Avec cette somme, la suppression ne peut pas concerner
95 % des Français comme promis. La somme de 3 milliards
d'euros impose un autre seuil, il aurait été intéressant,
à mon sens, de connaître lequel. Il ne s'agit pas
d'un débat comptable, mais d'un débat utile à la
démocratie.
"Notre travail a fait réagir les partis, qui en donnant leurs
propres chiffrages, permettaient de connaître les véritables périmètres des mesures
" |
Quelles ont été les difficultés de l'exercice ?
J-D P. : Les difficultés sont surtout intervenues au début de la campagne,
quand nous avions des propositions potentiellement très coûteuses et que nous
devions définir des hypothèses réalistes tout en restant conformes à des ambitions
parfois très élevées. Mais cela a permis de faire réagir les partis, qui en donnant
leurs propres chiffrages permettaient de connaître les véritables périmètres et
parfois les niveaux d'allocations de leurs mesures.

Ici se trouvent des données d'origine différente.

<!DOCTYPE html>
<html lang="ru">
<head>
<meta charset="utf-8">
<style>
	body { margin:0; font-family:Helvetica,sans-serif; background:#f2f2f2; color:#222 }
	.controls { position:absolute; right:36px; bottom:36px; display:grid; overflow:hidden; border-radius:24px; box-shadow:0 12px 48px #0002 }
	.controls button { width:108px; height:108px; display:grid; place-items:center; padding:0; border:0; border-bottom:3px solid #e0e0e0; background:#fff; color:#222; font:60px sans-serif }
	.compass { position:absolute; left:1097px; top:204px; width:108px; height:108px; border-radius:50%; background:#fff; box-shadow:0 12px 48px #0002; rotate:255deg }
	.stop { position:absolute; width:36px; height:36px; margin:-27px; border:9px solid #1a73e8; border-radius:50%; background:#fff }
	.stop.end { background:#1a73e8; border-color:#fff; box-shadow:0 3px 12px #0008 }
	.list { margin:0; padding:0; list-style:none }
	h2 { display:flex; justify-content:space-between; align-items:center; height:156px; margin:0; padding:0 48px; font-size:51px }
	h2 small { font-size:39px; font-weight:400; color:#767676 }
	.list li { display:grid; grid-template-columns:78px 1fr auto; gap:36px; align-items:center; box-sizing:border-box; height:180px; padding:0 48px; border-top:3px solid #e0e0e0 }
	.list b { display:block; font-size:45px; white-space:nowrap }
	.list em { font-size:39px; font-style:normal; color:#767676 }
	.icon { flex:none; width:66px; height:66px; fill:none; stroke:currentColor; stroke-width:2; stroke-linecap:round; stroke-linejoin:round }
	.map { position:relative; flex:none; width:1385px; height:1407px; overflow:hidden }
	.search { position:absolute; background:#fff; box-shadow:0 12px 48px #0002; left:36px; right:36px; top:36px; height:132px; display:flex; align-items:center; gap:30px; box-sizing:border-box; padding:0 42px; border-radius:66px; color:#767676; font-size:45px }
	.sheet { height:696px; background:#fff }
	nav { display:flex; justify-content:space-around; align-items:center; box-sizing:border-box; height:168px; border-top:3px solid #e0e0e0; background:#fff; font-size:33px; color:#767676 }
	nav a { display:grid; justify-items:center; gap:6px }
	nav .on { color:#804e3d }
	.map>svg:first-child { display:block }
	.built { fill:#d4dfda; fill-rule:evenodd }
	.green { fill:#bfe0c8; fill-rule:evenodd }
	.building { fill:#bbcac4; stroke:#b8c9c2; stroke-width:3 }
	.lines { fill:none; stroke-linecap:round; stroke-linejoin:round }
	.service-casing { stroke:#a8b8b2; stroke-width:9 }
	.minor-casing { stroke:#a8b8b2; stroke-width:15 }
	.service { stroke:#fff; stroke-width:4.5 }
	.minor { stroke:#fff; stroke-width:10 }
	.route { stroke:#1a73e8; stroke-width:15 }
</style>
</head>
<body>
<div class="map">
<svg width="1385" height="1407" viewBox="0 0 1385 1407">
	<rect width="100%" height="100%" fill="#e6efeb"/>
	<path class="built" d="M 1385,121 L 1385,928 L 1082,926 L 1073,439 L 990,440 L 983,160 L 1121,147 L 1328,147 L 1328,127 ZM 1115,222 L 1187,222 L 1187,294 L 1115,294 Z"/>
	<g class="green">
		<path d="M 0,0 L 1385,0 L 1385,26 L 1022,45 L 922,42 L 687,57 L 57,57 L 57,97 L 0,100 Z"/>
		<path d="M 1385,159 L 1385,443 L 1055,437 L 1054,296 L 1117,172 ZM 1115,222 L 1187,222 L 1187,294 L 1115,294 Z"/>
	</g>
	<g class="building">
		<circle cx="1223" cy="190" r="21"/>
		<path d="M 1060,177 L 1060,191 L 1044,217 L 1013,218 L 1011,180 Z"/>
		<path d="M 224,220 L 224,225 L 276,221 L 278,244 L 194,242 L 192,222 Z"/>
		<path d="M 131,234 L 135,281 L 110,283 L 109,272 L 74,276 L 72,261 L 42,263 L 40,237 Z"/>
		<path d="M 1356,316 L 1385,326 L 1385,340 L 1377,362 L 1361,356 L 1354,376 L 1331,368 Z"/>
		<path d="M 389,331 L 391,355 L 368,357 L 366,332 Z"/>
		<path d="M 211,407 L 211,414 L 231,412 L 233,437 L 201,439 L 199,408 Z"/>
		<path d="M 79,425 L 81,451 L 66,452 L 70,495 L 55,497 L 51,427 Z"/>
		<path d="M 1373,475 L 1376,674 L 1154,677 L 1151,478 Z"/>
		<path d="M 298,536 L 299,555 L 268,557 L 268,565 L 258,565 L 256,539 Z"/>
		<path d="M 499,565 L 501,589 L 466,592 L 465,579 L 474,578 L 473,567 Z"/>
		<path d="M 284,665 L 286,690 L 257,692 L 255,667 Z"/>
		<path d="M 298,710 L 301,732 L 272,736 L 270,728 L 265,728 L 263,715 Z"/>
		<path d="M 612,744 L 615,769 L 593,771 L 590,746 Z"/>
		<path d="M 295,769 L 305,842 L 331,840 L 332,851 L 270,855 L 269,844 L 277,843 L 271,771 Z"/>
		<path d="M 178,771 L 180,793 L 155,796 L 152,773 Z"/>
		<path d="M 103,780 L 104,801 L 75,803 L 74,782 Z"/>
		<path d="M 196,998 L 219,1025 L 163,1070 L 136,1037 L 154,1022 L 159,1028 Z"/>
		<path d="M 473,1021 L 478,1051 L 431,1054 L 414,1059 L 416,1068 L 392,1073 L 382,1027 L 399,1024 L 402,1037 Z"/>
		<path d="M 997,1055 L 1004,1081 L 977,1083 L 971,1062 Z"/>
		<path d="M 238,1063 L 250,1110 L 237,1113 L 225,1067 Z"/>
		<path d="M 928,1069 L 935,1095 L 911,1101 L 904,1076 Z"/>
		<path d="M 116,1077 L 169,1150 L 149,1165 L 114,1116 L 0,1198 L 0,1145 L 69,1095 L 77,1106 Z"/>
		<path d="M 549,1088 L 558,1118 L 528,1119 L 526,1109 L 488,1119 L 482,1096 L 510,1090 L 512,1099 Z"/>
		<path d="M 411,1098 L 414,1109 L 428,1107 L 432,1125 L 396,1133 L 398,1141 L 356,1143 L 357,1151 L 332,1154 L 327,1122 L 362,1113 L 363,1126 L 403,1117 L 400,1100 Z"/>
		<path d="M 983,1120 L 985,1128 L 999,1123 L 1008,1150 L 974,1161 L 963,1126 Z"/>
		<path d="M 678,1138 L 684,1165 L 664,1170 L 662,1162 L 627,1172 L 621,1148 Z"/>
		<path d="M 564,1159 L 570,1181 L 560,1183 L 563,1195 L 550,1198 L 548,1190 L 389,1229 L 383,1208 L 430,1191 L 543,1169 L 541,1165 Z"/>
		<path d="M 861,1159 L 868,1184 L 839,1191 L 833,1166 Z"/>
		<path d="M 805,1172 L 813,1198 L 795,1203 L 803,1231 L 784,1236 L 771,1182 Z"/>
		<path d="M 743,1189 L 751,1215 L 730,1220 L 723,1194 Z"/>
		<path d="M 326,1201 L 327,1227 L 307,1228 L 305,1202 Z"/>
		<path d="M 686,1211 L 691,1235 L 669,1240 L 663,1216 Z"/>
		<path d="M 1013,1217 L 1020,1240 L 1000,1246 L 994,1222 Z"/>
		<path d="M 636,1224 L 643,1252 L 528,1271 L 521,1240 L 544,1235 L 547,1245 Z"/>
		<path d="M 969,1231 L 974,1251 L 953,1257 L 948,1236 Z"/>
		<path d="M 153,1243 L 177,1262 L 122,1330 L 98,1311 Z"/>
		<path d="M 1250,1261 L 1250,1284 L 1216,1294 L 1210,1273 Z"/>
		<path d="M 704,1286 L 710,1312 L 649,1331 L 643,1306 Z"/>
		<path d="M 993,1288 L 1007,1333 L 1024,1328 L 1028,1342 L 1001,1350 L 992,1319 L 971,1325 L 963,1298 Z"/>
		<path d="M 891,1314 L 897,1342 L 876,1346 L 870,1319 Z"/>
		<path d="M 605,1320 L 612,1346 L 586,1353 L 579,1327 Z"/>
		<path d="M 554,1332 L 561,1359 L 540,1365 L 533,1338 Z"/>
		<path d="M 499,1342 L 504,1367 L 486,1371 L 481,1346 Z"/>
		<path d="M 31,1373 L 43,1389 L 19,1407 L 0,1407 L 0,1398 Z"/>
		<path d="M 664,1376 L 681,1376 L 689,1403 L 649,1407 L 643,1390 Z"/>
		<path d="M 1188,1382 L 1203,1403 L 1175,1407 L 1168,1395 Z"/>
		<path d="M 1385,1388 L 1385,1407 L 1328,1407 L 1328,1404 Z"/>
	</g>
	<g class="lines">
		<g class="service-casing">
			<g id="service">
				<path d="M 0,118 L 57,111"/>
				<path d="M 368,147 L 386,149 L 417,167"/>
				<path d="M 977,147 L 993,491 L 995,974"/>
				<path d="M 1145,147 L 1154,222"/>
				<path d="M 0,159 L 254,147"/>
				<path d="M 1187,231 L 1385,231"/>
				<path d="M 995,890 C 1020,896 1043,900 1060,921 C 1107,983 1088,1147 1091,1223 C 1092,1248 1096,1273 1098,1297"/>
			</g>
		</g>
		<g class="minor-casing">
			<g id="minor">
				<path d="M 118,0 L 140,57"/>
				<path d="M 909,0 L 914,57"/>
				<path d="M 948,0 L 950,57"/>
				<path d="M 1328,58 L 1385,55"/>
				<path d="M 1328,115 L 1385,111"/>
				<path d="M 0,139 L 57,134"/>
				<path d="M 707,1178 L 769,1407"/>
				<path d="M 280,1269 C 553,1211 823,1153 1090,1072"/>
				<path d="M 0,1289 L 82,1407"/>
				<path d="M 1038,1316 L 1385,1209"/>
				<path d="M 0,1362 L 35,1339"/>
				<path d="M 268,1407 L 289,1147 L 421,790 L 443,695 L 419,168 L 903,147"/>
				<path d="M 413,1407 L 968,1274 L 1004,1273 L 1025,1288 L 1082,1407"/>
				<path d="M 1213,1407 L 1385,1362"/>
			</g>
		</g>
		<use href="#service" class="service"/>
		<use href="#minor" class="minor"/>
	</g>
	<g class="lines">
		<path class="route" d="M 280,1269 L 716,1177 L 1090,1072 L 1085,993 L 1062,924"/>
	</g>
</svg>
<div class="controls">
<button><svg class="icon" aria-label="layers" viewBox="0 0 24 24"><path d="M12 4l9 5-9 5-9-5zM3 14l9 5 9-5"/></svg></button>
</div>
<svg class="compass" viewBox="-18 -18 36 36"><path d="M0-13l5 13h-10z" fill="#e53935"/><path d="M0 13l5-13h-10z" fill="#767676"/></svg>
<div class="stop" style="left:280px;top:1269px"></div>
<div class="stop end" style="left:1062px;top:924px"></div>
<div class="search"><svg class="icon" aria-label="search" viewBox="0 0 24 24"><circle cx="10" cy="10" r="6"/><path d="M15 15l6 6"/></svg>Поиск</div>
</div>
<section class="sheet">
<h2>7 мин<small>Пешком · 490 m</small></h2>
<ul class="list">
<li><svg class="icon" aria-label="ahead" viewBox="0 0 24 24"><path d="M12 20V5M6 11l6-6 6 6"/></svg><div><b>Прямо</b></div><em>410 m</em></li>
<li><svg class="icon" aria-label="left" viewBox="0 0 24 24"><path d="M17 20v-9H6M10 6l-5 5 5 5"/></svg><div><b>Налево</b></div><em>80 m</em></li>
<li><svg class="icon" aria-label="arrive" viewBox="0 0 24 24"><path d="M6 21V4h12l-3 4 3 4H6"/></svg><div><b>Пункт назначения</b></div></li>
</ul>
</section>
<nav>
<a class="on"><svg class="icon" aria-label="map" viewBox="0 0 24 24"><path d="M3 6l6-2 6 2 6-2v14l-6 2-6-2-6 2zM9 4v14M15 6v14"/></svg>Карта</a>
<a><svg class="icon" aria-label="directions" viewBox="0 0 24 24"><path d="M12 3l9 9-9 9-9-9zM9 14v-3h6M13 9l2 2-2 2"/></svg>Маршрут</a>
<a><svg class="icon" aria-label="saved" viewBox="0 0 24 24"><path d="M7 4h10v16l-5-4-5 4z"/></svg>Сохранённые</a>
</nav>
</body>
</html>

Pourquoi les mesures de Jean-Marie Le Pen, considéré comme le quatrième "grand"
candidat, n'ont-elles pas été chiffrées ?
J-D P. : Parce qu'une approche budgétaire n'a de sens que pour
un candidat et un programme de gouvernement. On peut penser ce que l'on veut des
programmes de François Bayrou, Ségolène Royal et Nicolas Sarkozy, mais tous sont
basés sur un certain réalisme budgétaire. Jean-Marie Le Pen propose lui des ruptures
économiques et politiques telles quune approche budgétaire na quasiment aucun
sens. Quand il propose la suppression progressive de l'impôt sur le revenu, on
peut le chiffrer. Mais une telle mesure transforme la société, le rapport à l'impôt
des citoyens. Idem avec ses relations à l'Union européenne. L'approche budgétaire
suppose de la crédibilité, ce qui n'est pas le cas ici.
Vous avez recensé et chiffré des mesures d'économies de François Bayrou et
Nicolas Sarkozy, mais pas de Ségolène Royal. Pourquoi ?
J-D P. : Il vaut mieux le demander à la candidate. Le Parti socialiste
avait annoncé vouloir revenir sur les exonérations de charges et taxes du gouvernement
Raffarin, mais Ségolène Royal n'a jamais tranché, mis à part sur la suppression
du bouclier fiscal, qui ne rapporterait qu'un milliard d'euros. Et je doute très
fort qu'elle revienne sur la totalité des allégements de taxes du gouvernement
Raffarin.
Dernière question, l'exercice a-t-il fait changer de sensibilité l'un de vos
chiffreurs ?
J-D P. : (Rires) Pas du tout ! En revanche cela a prouvé que l'on
pouvait faire travailler ensemble des sensibilités opposées.